Кириллов представляет военный коммунизм как тяжелую, но необходимую ступень на пути ко всеобщему счастью. Такова и установка книги Преображенского От нэпа к социализму (1922), в которой картина социализма в 1970 г. является лишь проекцией и усовершенствованием военного коммунизма. Утопия Чаянова, художественно более зрелая, имеет совсем другие предпосылки. Считая «государственный коллективизм» заблуждением с экономической, социальной и культурной точки зрения [31], Чаянов предлагает еще до введения НЭПа другой путь развития России (и только России), основанный на индивидуальном крестьянском хозяйстве, на кооперации, на инициативе и высокой культуре.
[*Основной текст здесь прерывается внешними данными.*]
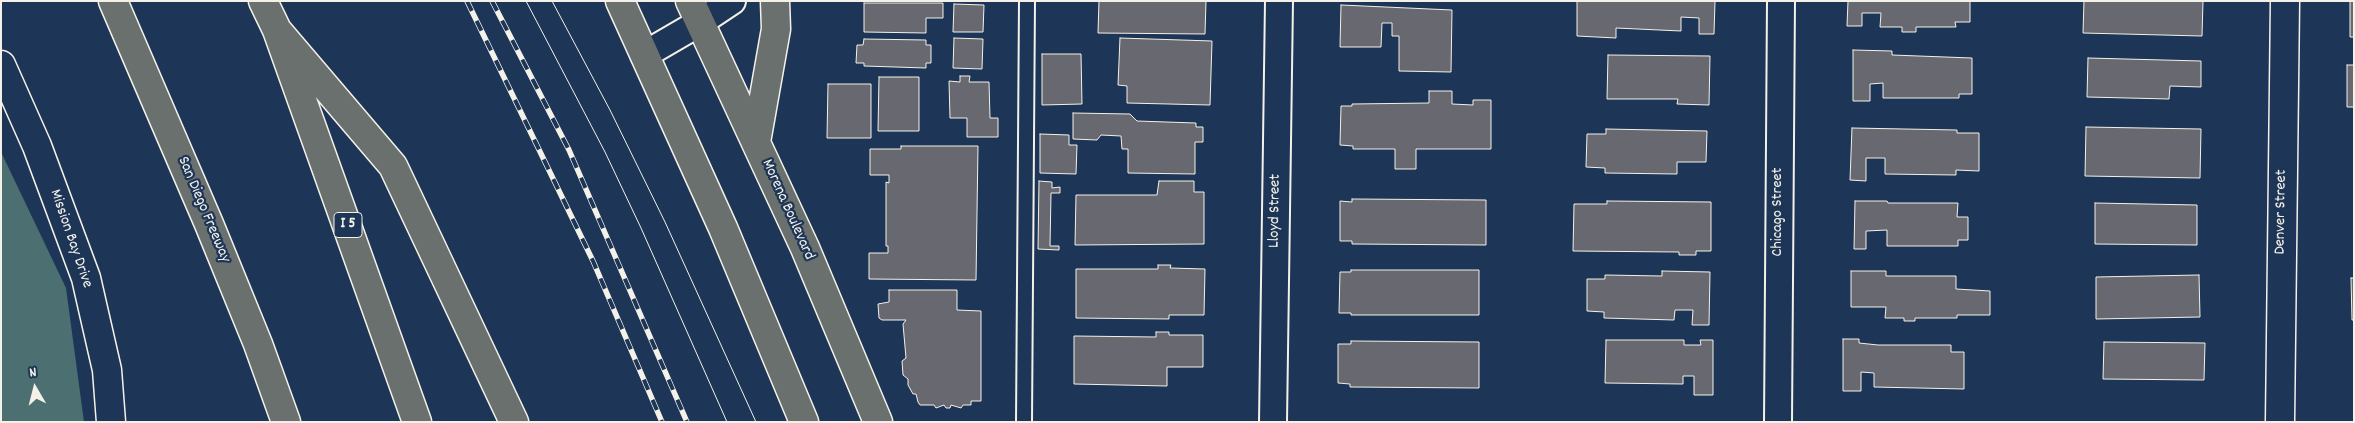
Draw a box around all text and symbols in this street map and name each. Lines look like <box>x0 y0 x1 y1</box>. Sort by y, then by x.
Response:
street label: San Diego Freeway <box>172 154 234 266</box>
street label: Morena Boulevard <box>756 157 818 263</box>
street label: Chicago Street <box>1769 168 1789 256</box>
street label: Denver Street <box>2272 169 2292 255</box>
street label: Lloyd Street <box>1266 174 1286 248</box>
street label: Mission Bay Drive <box>44 187 96 291</box>
road number: I 5 <box>334 212 362 238</box>
north arrow <box>10 363 60 413</box>
text: N <box>28 363 38 384</box>

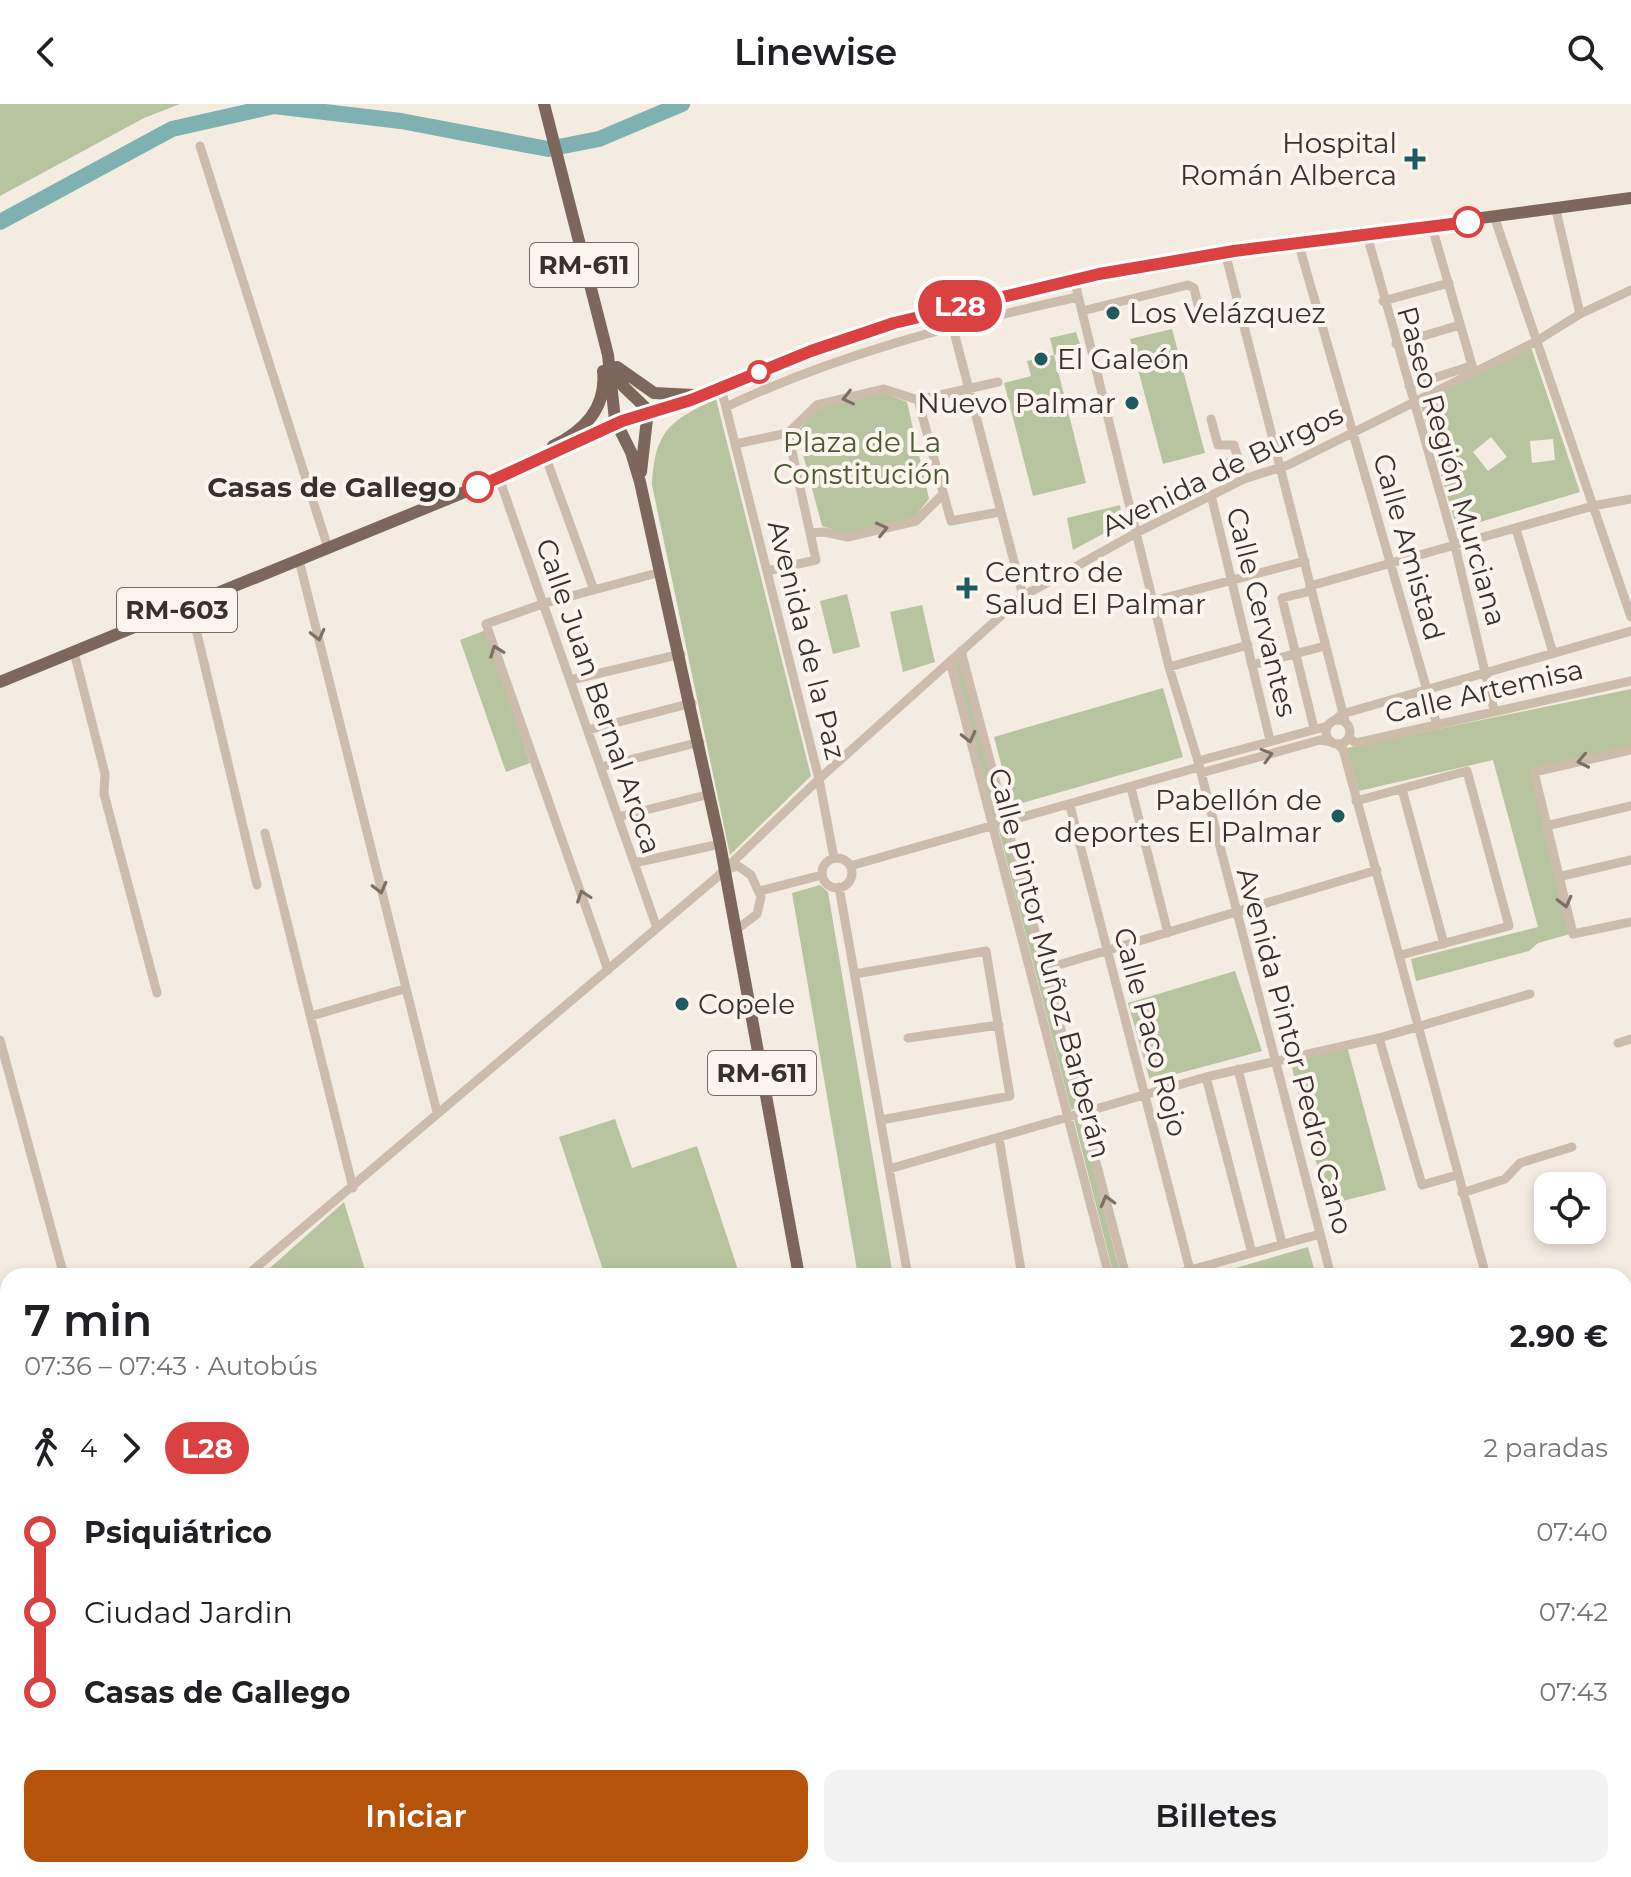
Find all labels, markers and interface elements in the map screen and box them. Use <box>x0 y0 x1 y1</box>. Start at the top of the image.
icon: back <box>24 30 68 74</box>
text: Linewise <box>734 30 897 74</box>
icon: search <box>1563 30 1607 74</box>
place label: Hospital Román Alberca <box>1180 126 1397 192</box>
marker: Hospital Román Alberca <box>1404 148 1426 170</box>
unlabelled marker <box>1453 207 1483 237</box>
road number: RM-611 <box>530 243 638 287</box>
line badge: L28 <box>914 280 1006 332</box>
text: L28 <box>934 289 986 323</box>
place label: Los Velázquez <box>1129 296 1326 330</box>
street label: Paseo Región Murciana <box>1390 302 1514 630</box>
marker: Los Velázquez <box>1104 304 1122 322</box>
place label: El Galeón <box>1057 342 1190 376</box>
marker: El Galeón <box>1032 350 1050 368</box>
unlabelled marker <box>748 361 770 383</box>
place label: Nuevo Palmar <box>917 386 1116 420</box>
one-way arrow <box>842 388 855 405</box>
marker: Nuevo Palmar <box>1123 394 1141 412</box>
street label: Avenida de Burgos <box>1096 397 1348 543</box>
park label: Plaza de La Constitución <box>773 425 951 491</box>
street label: Calle Amistad <box>1366 450 1452 644</box>
place label: Casas de Gallego <box>207 470 456 504</box>
marker: Casas de Gallego <box>463 472 493 502</box>
street label: Calle Cervantes <box>1220 504 1304 720</box>
street label: Avenida de la Paz <box>761 517 853 763</box>
one-way arrow <box>875 521 889 538</box>
street label: Calle Juan Bernal Aroca <box>529 534 669 858</box>
place label: Centro de Salud El Palmar <box>985 555 1206 621</box>
marker: Centro de Salud El Palmar <box>956 577 978 599</box>
road number: RM-603 <box>117 588 237 632</box>
one-way arrow <box>309 628 326 642</box>
one-way arrow <box>489 645 506 659</box>
street label: Calle Artemisa <box>1382 652 1586 730</box>
one-way arrow <box>960 730 977 744</box>
one-way arrow <box>1259 748 1273 764</box>
one-way arrow <box>1576 752 1590 769</box>
street label: Calle Pintor Muñoz Barberán <box>981 764 1119 1162</box>
place label: Pabellón de deportes El Palmar <box>1054 783 1322 849</box>
marker: Pabellón de deportes El Palmar <box>1329 807 1347 825</box>
street label: Avenida Pintor Pedro Cano <box>1230 864 1360 1238</box>
one-way arrow <box>370 881 387 894</box>
one-way arrow <box>576 890 592 904</box>
one-way arrow <box>1555 895 1572 909</box>
street label: Calle Paco Rojo <box>1107 924 1195 1140</box>
place label: Copele <box>698 987 795 1021</box>
marker: Copele <box>673 995 691 1013</box>
road number: RM-611 <box>708 1051 816 1095</box>
map controls <box>1534 1172 1606 1244</box>
button: locate <box>1534 1172 1606 1244</box>
one-way arrow <box>1099 1194 1116 1208</box>
text: 7 min <box>24 1293 152 1347</box>
text: 2.90 € <box>1510 1318 1608 1355</box>
text: 07:36 – 07:43 · Autobús <box>24 1350 317 1382</box>
icon: walk <box>24 1426 68 1470</box>
icon: forward <box>109 1426 153 1470</box>
text: L28 <box>181 1431 233 1465</box>
text: 4 <box>80 1432 97 1464</box>
text: 2 paradas <box>1483 1432 1608 1464</box>
text: Psiquiátrico <box>84 1514 272 1551</box>
text: 07:40 <box>1536 1516 1608 1548</box>
text: Ciudad Jardin <box>84 1594 293 1631</box>
text: 07:42 <box>1539 1596 1608 1628</box>
text: Casas de Gallego <box>84 1674 350 1711</box>
text: 07:43 <box>1539 1676 1608 1708</box>
button: Iniciar <box>24 1770 808 1862</box>
button: Billetes <box>824 1770 1608 1862</box>

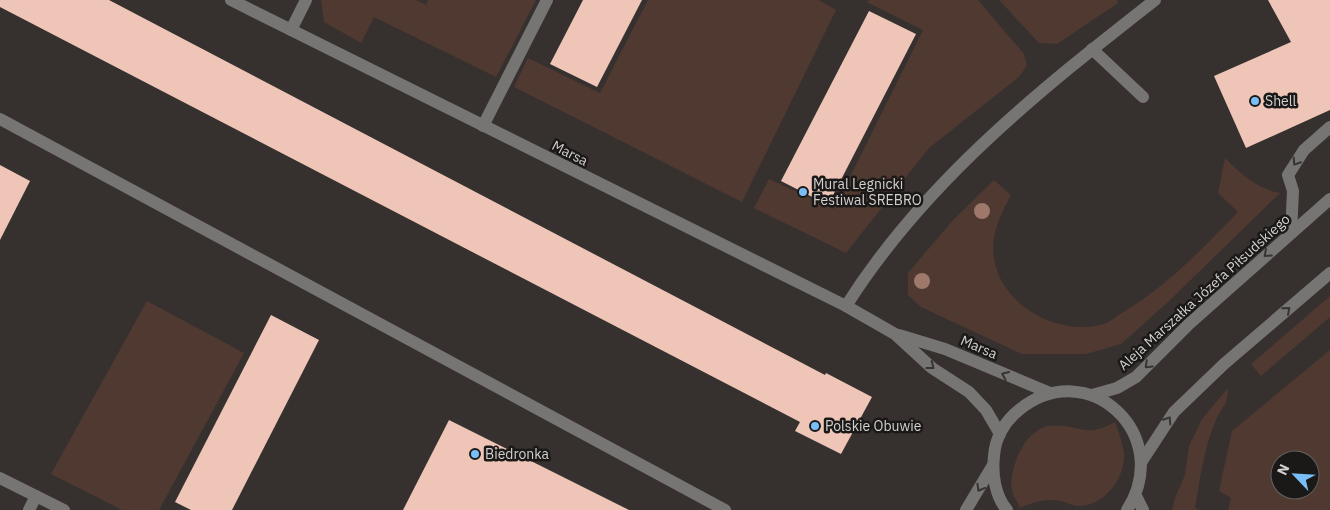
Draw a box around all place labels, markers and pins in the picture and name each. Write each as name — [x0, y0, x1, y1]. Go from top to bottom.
place label: Shell — [1265, 92, 1297, 110]
marker: Shell — [1249, 95, 1261, 107]
place label: Mural Legnicki Festiwal SREBRO — [813, 175, 922, 209]
marker: Mural Legnicki Festiwal SREBRO — [797, 186, 809, 198]
place label: Polskie Obuwie — [825, 417, 922, 435]
marker: Polskie Obuwie — [809, 420, 821, 432]
place label: Biedronka — [485, 445, 550, 463]
marker: Biedronka — [469, 448, 481, 460]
Отказавшись от «командно-административной системы», как теперь стали именовать систему, заложенную военным коммунизмом, децентрализованное государство выполняет главным образом регулирующие функции (гл. 4, 11). В этом — главная разница между контрутопией Чаянова и утопией Кириллова, которая не ставит под сомнение путь, выбранный в 1918 г., а показывает его предполагаемую конечную цель. При такой идейной разнице обилие общих мотивов у обоих авторов дает некоторое основание считать утопию Кириллова «пролетарским ответом» «крестьянской» утопии Чаянова (вышедшей тиражом 20 000 экземпляров в Госиздате).